Sur le cinéma, il faut prendre ça au sens large « image animée », la télé est comprise dans le terme cinéma, elle n’est qu’une évolution de la technique.

Il faudrait une réponse plus longue mais dépenses publicitaires des entreprises / mondialisation et aliénation du consommateur sont liés. Je vous renvoie à deux de mes anciens billets:

https://thierry.fr/2008/02/11/la-publicite-cest-lopium-du-peuple/

https://thierry.fr/2008/04/06/google-web-20-et-les-autres-mefiez-vous-du-gratuit/

22. Thierry Klein - 14 octobre 2009

@Stanislas,

S’il suffit de produire des avis contraires pour être discrédité, alors effectivement, je le suis complètement.

S’il faut produire des avis pertinents, de gens qui réellement on lu ce que j’écris au bon niveau et qui sont capables de penser autrement qu’en termes « Internet / Google, c’est top de chez top ! » donc ce qu’écrit TK ne peut être que débile, c’est à mon avis autre chose.

J’ai lu tous ces liens, en gros, ça apporte très peu d’éléments pertinents. Les réactions les plus intéressantes sont encore dans les commentaires de ce blog.

23. legrosnul - 16 octobre 2009

Bonjour,
Moi, personnellement, je ne pense pas qu’Internet contribue réellement au retrécissement du savoir.
C’est l’usage qui en ai fait qui y contribue. C’est comme un instrument, tu peux t’en servir à bon escient comme à mauvais escient. Avec un couteau, tu peux couper la saucisse de l’apéro (bravo!) ou couper ton doigt ( zut…pin pon).
Mais bon, heureusement, y a toujours les sites X (X veut dire Polytechnique, pas d’idées mal placées, bande de pervers…)

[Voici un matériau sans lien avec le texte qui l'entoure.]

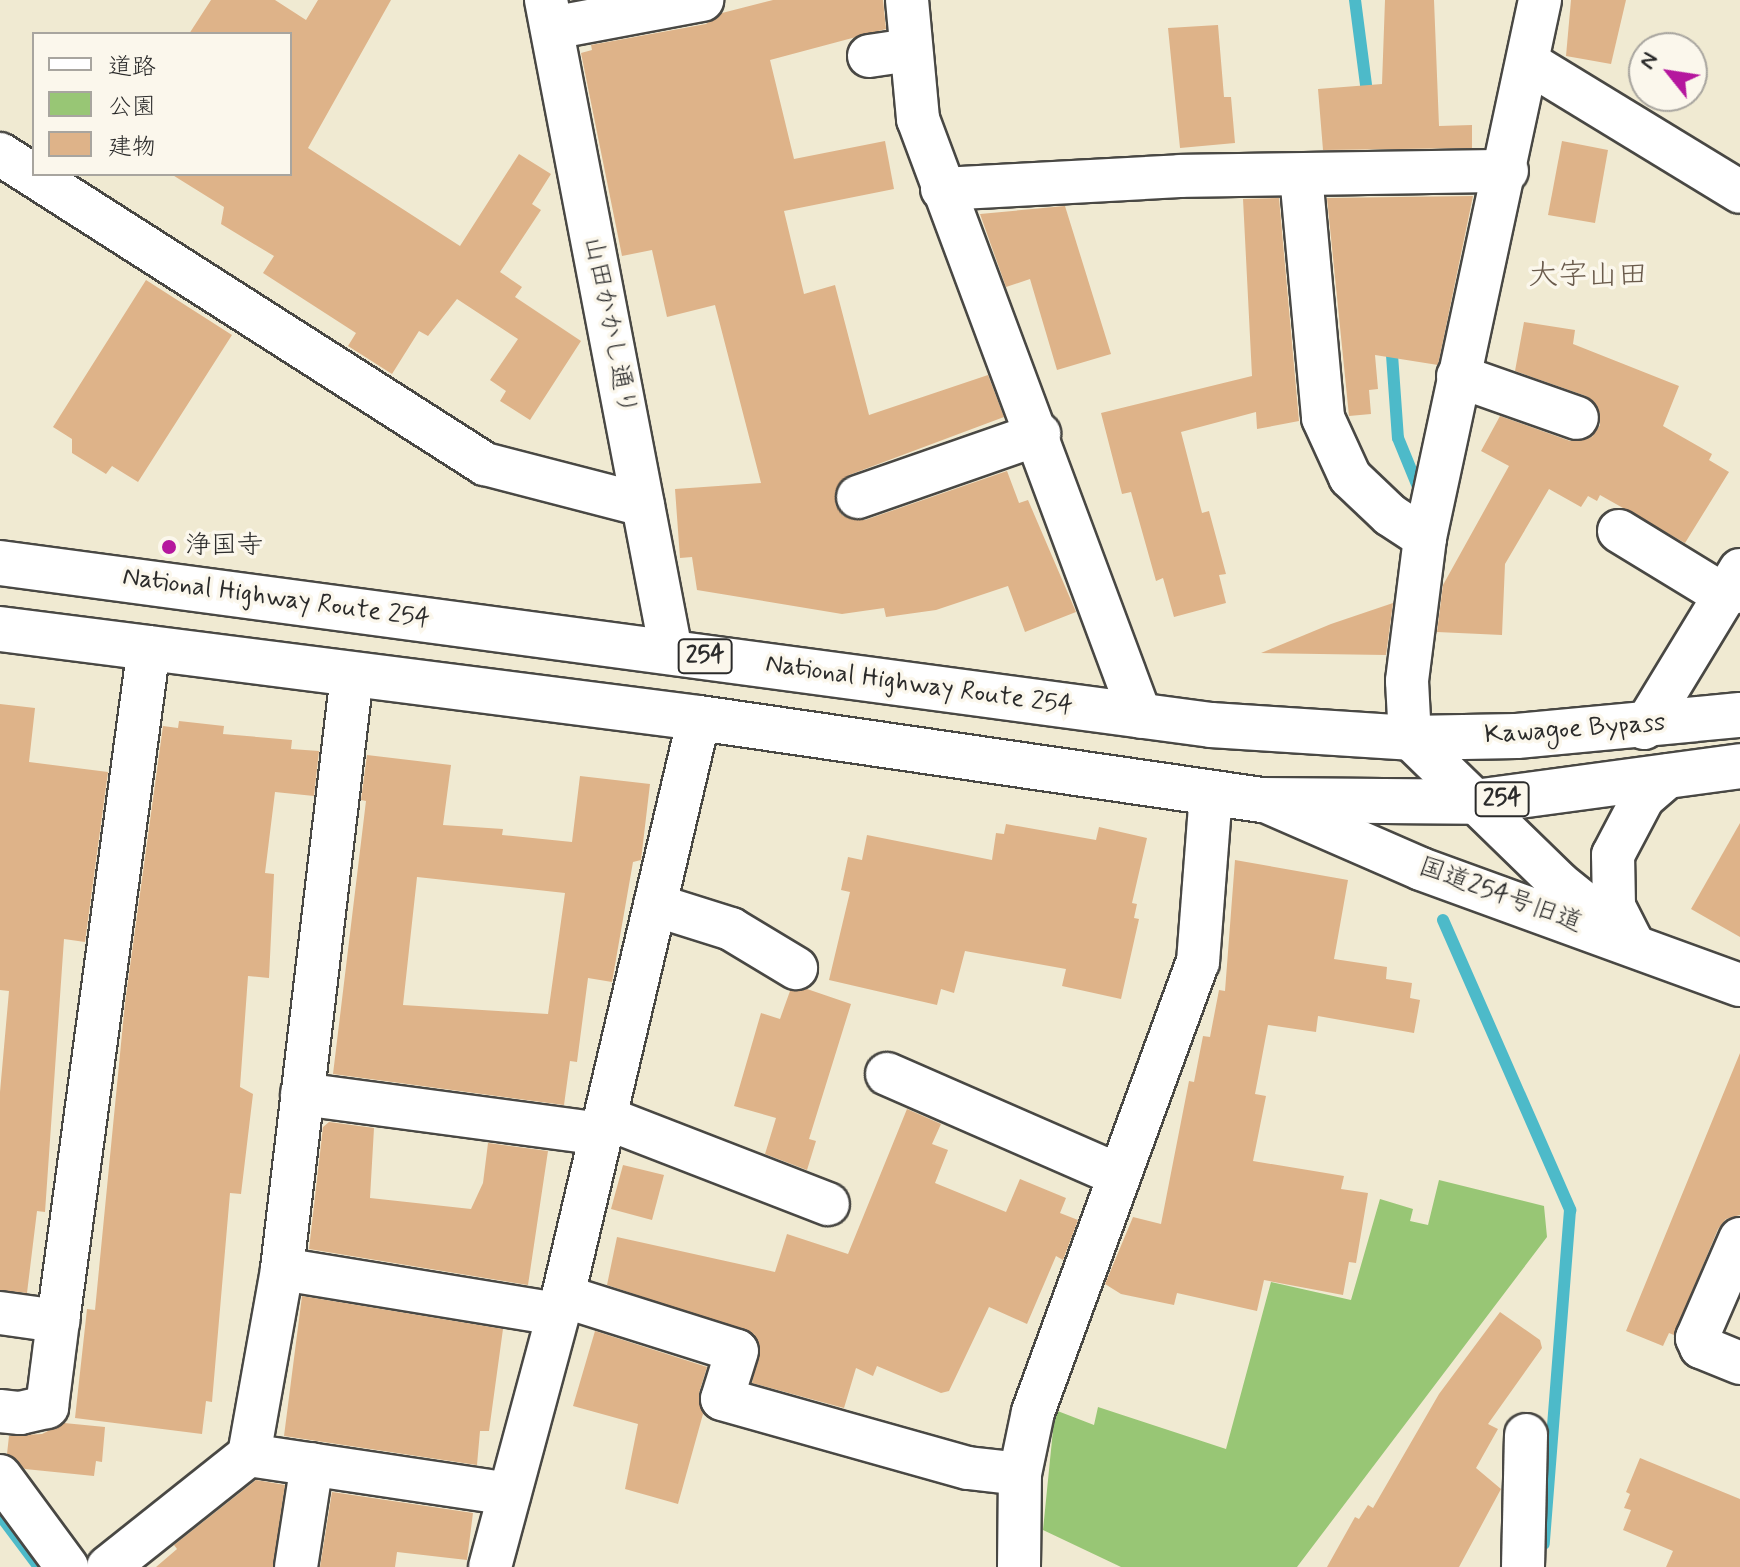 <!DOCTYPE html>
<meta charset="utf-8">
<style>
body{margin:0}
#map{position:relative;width:1740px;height:1567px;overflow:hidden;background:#f0ead2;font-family:Mynerve,"Klee One",sans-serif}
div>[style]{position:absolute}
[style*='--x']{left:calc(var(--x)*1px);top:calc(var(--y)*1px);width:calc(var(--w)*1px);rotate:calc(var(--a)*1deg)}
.green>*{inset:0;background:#98c675}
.stream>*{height:12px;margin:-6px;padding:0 6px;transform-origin:6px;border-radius:6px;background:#4dbac9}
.building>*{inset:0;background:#deb389}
.roads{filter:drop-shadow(2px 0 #494844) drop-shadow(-2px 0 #494844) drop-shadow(0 2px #494844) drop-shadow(0 -2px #494844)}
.minor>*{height:42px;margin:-21px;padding:0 21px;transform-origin:21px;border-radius:21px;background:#fff}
.highway>*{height:44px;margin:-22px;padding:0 22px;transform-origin:22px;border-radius:22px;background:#fff}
.dots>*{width:22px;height:22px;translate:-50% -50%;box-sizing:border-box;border:4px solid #fbf7ec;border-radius:50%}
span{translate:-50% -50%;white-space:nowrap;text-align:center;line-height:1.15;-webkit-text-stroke:7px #fbf7ec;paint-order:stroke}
.shield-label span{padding:2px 6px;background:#fbf7ec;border:2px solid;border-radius:6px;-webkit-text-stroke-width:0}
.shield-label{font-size:24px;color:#2b2b2b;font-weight:700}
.street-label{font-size:26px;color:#2b2b2b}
.poi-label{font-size:26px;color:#2b2b2b}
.left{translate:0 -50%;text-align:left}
.quarter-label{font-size:30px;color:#6a5b4c}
.legend{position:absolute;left:32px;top:32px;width:260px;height:144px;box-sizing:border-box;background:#fbf7ec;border:2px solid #a8a59f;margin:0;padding:10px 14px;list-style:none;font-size:24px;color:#2b2b2b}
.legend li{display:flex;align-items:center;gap:16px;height:40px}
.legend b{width:40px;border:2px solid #a8a59f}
.north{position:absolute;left:1628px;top:32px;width:80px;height:80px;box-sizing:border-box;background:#fbf7ec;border:2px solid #a8a59f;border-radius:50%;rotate:300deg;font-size:22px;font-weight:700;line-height:32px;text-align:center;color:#2b2b2b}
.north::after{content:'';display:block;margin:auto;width:28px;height:36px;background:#b5179e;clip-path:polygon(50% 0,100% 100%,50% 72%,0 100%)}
</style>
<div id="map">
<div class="green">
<i style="clip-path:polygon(1439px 1180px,1544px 1206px,1547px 1237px,1297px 1567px,1121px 1567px,1043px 1530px,1055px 1410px,1094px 1425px,1098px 1407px,1226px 1449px,1271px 1282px,1351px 1300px,1380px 1199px,1413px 1209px,1410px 1221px,1428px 1225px)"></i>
</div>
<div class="stream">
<i style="--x:1355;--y:0;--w:101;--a:82.6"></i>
<i style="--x:1391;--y:341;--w:97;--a:85.9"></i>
<i style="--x:1398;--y:438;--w:61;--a:67.7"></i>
<i style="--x:1443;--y:920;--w:317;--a:66.3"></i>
<i style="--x:1570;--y:1210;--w:335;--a:94.5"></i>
<i style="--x:0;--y:1515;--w:65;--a:53.1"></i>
</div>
<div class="building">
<i style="clip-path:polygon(211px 0,275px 0,306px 20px,318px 0,391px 0,308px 148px,460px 246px,519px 154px,551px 174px,532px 204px,541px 210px,500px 272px,522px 287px,515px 297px,581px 341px,530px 420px,500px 401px,506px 391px,490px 380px,518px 339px,457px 299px,428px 336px,419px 331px,392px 374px,348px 346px,356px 333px,263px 273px,274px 256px,221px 224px,224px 207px,171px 174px,290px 174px,290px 34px,189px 34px)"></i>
<i style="clip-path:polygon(773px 0,883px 0,886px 29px,770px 60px,794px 159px,885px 141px,894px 189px,784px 211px,804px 294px,835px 285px,869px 415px,988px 375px,1004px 417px,849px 475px,835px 492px,836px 506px,843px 516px,865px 520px,1007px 471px,1019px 503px,1028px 500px,1076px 612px,1025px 632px,1008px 586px,936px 610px,886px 617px,884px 608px,842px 614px,697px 590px,692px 557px,680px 558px,675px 489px,761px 483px,715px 305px,667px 317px,652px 250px,622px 256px,581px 53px,592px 50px,591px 45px,706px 24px,722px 13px)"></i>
<i style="clip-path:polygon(1385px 0,1434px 0,1439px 126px,1472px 125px,1472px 148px,1323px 150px,1318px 89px,1382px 84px)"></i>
<i style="clip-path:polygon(1571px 0,1626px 0,1611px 64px,1566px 56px)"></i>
<i style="clip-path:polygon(1218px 25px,1224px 97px,1231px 97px,1235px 143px,1180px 148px,1168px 28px)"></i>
<i style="clip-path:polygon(1562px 141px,1608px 150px,1595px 223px,1548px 215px)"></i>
<i style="clip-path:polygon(1473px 196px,1438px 365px,1375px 355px,1378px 389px,1369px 390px,1371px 414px,1349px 416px,1327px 198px)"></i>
<i style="clip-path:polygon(1279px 198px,1299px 421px,1257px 429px,1256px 412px,1181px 432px,1202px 513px,1209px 511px,1226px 574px,1219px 575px,1226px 603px,1174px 617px,1163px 578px,1156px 581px,1131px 492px,1122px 494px,1101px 413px,1252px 376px,1243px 199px)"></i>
<i style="clip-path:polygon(1065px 206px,1111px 354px,1057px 370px,1030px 279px,1006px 287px,980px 214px)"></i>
<i style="clip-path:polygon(146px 280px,232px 335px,138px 482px,112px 466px,106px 474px,72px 453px,72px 439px,53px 427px)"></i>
<i style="clip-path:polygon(1524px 322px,1575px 330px,1573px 344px,1679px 386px,1663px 426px,1712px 454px,1709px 460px,1729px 472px,1685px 543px,1600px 495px,1597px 501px,1588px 496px,1581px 507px,1549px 489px,1505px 564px,1502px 635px,1437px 632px,1443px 585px,1509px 466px,1481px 451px,1500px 416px,1570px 441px,1592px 437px,1600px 425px,1600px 413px,1586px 396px,1515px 371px)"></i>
<i style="clip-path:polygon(1393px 603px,1386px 655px,1261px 653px,1331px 624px)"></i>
<i style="clip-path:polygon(0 704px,35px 708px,29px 762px,108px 772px,85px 942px,64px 939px,45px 1212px,37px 1211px,27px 1293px,0 1290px,0 1092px,9px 991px,0 990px)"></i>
<i style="clip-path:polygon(179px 721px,224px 726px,223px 734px,292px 740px,291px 749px,319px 751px,314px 796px,275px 792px,265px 873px,274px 874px,269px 978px,248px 976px,240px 1087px,253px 1094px,241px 1194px,230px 1193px,212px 1402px,206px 1401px,202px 1434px,75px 1418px,87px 1309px,95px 1310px,125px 1003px,163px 726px,178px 728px)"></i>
<i style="clip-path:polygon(evenodd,367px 755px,451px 765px,443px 825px,503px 829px,502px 835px,572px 842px,580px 776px,650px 784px,641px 860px,633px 862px,612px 982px,588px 978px,577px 1062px,570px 1061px,564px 1105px,333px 1074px,366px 801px,361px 800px,367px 755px,417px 877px,565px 893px,548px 1014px,403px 1005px,417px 877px)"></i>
<i style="clip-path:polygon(1740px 823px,1740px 937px,1691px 909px)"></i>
<i style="clip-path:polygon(1006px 824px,1096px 840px,1099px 827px,1147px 838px,1132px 903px,1137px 904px,1134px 918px,1139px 919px,1121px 999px,1062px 986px,1066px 969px,965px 951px,954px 993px,941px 989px,937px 1005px,829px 980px,850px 892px,841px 890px,848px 857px,862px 860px,867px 835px,992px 860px,996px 833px,1004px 834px)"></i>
<i style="clip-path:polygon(1235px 860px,1348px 880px,1334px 959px,1387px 967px,1386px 979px,1412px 983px,1410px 998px,1420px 1000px,1414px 1033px,1318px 1016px,1316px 1032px,1268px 1025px,1255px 1094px,1266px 1096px,1253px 1161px,1344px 1176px,1341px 1189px,1368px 1193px,1356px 1263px,1349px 1262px,1343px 1295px,1264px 1280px,1257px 1311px,1177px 1293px,1174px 1305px,1121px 1294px,1105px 1284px,1133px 1217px,1161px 1224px,1189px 1081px,1194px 1082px,1203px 1036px,1210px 1037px,1219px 990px,1225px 991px)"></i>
<i style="clip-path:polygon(807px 989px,851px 1004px,809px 1139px,816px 1141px,807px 1170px,765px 1154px,776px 1118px,734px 1106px,761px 1013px,780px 1019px,790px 991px)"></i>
<i style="clip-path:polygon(1740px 1053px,1740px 1215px,1726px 1219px,1718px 1229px,1674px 1335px,1669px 1333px,1663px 1346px,1626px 1331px)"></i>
<i style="clip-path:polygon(907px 1109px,941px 1124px,932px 1144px,948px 1150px,935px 1183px,1006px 1212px,1020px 1179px,1066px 1198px,1060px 1213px,1078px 1220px,1063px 1260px,1056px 1256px,1027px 1324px,989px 1307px,949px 1391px,941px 1393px,877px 1366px,873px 1376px,856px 1368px,844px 1408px,752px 1383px,760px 1347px,754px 1334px,607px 1285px,617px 1237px,775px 1272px,787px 1234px,848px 1254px)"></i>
<i style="clip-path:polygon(329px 1122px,374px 1128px,370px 1198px,471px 1209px,483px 1183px,488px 1143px,548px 1151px,528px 1285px,309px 1249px,323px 1127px)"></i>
<i style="clip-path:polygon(623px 1165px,664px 1175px,652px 1220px,611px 1209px)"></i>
<i style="clip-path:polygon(302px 1296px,503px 1329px,489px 1431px,480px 1431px,477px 1465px,284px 1436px)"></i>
<i style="clip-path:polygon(1500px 1312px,1540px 1340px,1542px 1348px,1488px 1424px,1498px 1429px,1476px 1468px,1501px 1489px,1459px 1567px,1327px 1567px,1355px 1517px,1359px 1519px,1368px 1505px,1373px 1508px,1439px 1394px)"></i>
<i style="clip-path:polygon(595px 1331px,707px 1367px,699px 1393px,703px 1414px,678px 1504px,625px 1489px,638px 1424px,573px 1406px)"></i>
<i style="clip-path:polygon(64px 1423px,105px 1427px,102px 1462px,96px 1461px,94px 1476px,25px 1469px,7px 1454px,9px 1436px,42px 1434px)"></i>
<i style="clip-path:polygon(1640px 1458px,1740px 1499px,1740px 1567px,1666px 1567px,1673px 1551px,1623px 1530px,1631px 1510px,1624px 1508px,1630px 1494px,1626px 1492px)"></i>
<i style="clip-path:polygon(256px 1480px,285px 1485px,273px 1567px,156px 1567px,177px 1549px,174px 1545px)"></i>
<i style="clip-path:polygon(332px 1492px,473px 1513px,467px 1560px,397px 1552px,395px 1567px,320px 1567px)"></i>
</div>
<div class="roads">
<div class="minor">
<i style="--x:546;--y:0;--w:663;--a:79.13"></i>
<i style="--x:907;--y:0;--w:120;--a:84.7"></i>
<i style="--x:918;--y:119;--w:638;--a:69.55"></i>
<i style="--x:1540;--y:0;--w:550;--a:102.07"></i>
<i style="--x:1425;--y:538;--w:144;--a:97.2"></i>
<i style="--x:1407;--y:681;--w:57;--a:87"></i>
<i style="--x:1410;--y:738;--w:208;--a:44.2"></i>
<i style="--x:1559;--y:883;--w:94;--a:38.9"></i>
<i style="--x:552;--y:28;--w:153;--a:-10.6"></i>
<i style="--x:869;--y:56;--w:41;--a:-8.3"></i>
<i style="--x:1529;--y:63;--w:247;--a:31.4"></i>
<i style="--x:0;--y:154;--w:576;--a:32.59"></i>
<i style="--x:485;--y:464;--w:163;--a:14.5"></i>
<i style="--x:1301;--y:175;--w:244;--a:84.8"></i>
<i style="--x:1323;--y:418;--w:65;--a:65.4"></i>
<i style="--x:1350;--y:477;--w:55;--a:43.5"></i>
<i style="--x:1390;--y:515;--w:42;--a:33.3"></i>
<i style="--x:942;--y:189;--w:238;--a:-3.1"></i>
<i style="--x:1180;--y:176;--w:327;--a:-0.9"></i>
<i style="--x:1458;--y:376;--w:126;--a:19.4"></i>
<i style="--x:858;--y:497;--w:192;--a:-19.2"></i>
<i style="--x:1619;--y:531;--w:123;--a:31.4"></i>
<i style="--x:1724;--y:595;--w:16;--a:-14"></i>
<i style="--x:1644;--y:728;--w:185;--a:-58.7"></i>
<i style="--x:1263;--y:800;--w:172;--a:23.6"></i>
<i style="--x:1421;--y:869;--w:339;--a:20"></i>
<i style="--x:655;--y:905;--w:80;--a:17.5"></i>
<i style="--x:731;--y:929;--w:76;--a:31"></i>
<i style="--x:1631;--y:940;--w:38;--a:-117"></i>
<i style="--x:1614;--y:906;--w:51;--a:-91.1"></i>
<i style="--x:1613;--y:855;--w:64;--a:-62.2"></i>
<i style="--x:1643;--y:798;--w:35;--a:-41"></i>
<i style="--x:887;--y:1074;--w:252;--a:23.6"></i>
<i style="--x:302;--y:1094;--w:302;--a:7.6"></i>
<i style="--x:606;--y:1118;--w:238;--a:21.2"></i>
<i style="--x:1740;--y:1239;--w:108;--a:113.5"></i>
<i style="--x:1697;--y:1338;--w:10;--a:66"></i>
<i style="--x:1701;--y:1347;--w:42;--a:22.3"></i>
<i style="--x:282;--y:1269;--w:279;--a:9.3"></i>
<i style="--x:563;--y:1296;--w:182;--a:17.5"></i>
<i style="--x:737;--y:1351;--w:50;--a:107.4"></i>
<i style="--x:722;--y:1399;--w:255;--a:15.7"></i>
<i style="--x:968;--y:1468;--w:52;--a:6.6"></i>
<i style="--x:0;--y:1313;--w:59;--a:7.9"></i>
<i style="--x:58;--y:1321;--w:680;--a:-82.31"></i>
<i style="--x:0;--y:1411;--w:20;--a:6"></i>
<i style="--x:20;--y:1413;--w:28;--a:-13"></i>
<i style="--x:47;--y:1407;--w:87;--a:-82.7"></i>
<i style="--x:249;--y:1455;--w:263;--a:8.5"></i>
<i style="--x:0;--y:1476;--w:113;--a:53.6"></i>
<i style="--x:108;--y:1567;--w:180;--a:-38.5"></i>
<i style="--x:249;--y:1455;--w:189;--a:-79.9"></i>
<i style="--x:282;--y:1269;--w:598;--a:-83.28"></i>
<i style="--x:296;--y:1567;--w:104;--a:-81.2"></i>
<i style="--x:490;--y:1567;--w:281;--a:-74.9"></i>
<i style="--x:563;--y:1296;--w:594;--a:-76.76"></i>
<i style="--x:1019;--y:1567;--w:93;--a:-89.4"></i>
<i style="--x:1020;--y:1474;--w:63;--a:-78.2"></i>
<i style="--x:1033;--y:1412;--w:479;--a:-69.9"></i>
<i style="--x:1198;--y:962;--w:169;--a:-85.6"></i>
<i style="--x:1523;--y:1567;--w:132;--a:-88.7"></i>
</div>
<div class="highway">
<i style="--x:0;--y:563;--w:1222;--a:7.62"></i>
<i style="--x:1211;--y:725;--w:199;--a:3.7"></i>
<i style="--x:1410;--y:738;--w:107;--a:-1.1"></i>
<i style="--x:1517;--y:736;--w:224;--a:-5.4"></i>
<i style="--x:0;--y:629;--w:705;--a:7.26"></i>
<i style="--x:699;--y:718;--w:569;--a:8.29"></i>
<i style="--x:1262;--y:800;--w:213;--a:0.5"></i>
<i style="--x:1475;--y:802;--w:267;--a:-7.7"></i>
</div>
</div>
<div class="dots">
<i style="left:169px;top:547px;background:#b5179e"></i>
</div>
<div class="shield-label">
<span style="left:705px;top:656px">254</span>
<span style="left:1502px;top:799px">254</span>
</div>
<div class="street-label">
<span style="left:609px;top:326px;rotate:79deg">山田かかし通り</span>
<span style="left:276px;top:599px;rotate:8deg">National Highway Route 254</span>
<span style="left:919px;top:686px;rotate:8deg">National Highway Route 254</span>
<span style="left:1575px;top:730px;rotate:-4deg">Kawagoe Bypass</span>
<span style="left:1500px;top:896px;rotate:20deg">国道254号旧道</span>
</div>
<div class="poi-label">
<span class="left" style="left:185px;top:547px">浄国寺</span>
</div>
<div class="quarter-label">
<span style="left:1588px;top:276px">大字山田</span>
</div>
<ul class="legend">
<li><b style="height:10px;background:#fff"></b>道路</li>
<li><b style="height:22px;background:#98c675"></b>公園</li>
<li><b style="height:22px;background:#deb389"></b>建物</li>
</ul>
<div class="north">N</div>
</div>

24. lepetitnul - 16 octobre 2009

Avec Internet, tu peux aussi bien aller sur un site instructif qu’aller sur un site abrutissant. C’est l’usage qui détermine la valeur.
Par exemple, avec un couteau, tu peux couper la saucisse de l’apéro mais aussi te couper le doigt, si t’es trop intelligent…
à méditer, mes enfants…

25. Bestetti philippe - 4 novembre 2009

Internet est un ensemble d’informations fournies par des personnes dont les valeurs morales sont des plus variées. Des critiques voir des délations peuvent être faites par des gens qui savent dénoncer qu’en se cachant derrière un pseudo (souvent douteux), elles peuvent être lancées par des personnes honnêtes étant dans le vrai ou dans l’erreur, et il en est de même pour les idées lancées sur tous les sujets d’actualités, historiques ou scientifiques. Il faut seulement savoir, ou penser savoir comment dispatcher les informations, en ne restant SURTOUT PAS accroché à une opinion personnelle déjà faite.

26. raoiul - 13 décembre 2009

(Il est même possible que d’ici une heure, ce blog soit le seul espace consacré au savoir que vous aurez visité : profitez-en)

Euu c’est un peu tiré par les cheveux, j’aurais plutôt dis qu’il permet de se remettre ne question.
Lire ce texte est aussi très distrayant.